Go through the lines below and copy each one that holds the string "Résidence".
..............................
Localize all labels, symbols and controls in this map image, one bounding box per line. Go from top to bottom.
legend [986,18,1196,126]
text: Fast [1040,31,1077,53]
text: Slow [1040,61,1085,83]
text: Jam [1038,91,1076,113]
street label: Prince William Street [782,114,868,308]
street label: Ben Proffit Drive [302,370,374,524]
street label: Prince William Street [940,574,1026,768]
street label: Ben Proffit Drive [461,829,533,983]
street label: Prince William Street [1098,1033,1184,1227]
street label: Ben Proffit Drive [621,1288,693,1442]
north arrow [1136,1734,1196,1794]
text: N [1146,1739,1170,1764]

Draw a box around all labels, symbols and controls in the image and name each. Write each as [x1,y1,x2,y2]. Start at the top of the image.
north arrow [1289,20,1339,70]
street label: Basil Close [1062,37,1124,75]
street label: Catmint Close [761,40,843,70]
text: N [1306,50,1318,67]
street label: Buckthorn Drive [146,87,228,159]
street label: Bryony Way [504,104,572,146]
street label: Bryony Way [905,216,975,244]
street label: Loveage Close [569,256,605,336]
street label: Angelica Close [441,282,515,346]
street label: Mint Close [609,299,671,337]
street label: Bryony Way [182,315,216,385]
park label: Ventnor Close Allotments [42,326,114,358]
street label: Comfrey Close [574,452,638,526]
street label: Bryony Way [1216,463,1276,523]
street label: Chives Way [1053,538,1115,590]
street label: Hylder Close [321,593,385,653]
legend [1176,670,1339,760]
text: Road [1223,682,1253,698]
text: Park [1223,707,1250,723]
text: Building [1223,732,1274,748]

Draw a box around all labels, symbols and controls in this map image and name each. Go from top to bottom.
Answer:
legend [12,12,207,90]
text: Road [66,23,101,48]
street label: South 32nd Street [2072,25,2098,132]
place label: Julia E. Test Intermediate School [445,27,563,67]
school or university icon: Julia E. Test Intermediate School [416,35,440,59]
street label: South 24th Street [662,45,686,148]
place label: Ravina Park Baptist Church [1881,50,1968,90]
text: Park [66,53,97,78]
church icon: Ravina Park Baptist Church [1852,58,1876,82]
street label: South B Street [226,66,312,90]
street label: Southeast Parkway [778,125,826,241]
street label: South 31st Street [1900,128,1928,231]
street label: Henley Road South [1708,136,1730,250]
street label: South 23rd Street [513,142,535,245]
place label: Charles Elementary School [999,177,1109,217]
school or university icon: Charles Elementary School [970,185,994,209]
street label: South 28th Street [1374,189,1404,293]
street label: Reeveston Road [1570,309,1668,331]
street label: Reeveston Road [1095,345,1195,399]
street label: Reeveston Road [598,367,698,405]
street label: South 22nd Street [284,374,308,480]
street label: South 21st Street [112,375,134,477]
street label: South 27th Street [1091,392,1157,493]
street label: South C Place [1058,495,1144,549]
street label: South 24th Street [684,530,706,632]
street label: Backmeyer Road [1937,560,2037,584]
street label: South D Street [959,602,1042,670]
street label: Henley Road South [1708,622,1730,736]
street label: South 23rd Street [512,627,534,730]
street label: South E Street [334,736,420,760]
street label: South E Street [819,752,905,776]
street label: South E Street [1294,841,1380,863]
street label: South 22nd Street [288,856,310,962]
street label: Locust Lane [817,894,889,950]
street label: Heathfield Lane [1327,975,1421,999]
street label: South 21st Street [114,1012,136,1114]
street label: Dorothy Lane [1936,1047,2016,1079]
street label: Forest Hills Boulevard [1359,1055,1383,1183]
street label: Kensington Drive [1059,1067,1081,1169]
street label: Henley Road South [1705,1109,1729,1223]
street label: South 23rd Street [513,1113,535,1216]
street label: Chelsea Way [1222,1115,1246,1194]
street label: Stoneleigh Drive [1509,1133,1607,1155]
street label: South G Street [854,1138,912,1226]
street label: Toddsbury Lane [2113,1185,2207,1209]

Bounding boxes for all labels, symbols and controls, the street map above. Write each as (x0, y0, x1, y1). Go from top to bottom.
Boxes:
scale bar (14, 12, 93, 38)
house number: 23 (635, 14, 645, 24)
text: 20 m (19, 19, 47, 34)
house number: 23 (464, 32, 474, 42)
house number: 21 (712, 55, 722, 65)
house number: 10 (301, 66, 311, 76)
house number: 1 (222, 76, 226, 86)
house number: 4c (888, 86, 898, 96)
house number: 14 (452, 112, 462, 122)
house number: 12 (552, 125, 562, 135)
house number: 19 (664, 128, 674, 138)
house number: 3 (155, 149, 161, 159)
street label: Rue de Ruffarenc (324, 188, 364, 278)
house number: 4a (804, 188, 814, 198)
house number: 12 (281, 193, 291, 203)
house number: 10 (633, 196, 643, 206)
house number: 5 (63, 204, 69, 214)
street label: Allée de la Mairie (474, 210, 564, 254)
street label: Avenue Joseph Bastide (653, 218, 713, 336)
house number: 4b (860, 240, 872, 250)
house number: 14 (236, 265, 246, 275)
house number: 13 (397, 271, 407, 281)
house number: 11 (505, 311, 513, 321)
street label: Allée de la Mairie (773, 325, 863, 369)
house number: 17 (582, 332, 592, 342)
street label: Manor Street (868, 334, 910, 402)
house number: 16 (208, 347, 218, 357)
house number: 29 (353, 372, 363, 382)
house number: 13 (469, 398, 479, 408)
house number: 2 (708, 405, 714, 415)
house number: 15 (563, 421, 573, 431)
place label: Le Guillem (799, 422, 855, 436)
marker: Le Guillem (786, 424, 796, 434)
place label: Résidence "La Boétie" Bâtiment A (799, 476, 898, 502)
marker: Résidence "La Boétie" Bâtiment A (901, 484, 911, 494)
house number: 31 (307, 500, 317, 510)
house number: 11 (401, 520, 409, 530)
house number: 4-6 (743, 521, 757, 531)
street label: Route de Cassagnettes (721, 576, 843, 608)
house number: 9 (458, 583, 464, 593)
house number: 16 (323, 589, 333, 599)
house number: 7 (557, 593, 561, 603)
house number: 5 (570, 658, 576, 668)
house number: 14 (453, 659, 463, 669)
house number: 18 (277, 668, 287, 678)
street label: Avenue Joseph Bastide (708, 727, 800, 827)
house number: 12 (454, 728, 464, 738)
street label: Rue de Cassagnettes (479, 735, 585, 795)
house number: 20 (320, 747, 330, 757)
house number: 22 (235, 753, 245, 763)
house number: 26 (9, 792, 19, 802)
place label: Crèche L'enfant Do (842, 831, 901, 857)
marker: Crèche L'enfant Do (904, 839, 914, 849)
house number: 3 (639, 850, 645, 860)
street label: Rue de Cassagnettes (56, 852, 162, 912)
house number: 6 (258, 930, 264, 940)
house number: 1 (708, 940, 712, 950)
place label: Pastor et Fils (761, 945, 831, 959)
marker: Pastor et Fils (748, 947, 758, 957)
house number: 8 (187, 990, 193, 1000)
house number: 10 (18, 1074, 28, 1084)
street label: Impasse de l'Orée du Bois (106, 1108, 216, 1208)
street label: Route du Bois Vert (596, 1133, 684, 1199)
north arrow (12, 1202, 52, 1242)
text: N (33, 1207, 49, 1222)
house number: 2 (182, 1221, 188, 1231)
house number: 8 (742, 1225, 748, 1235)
..............................
• RESULT FOR THIS EXERCISE:
place label: Résidence "La Boétie" Bâtiment A (799, 476, 898, 502)
marker: Résidence "La Boétie" Bâtiment A (901, 484, 911, 494)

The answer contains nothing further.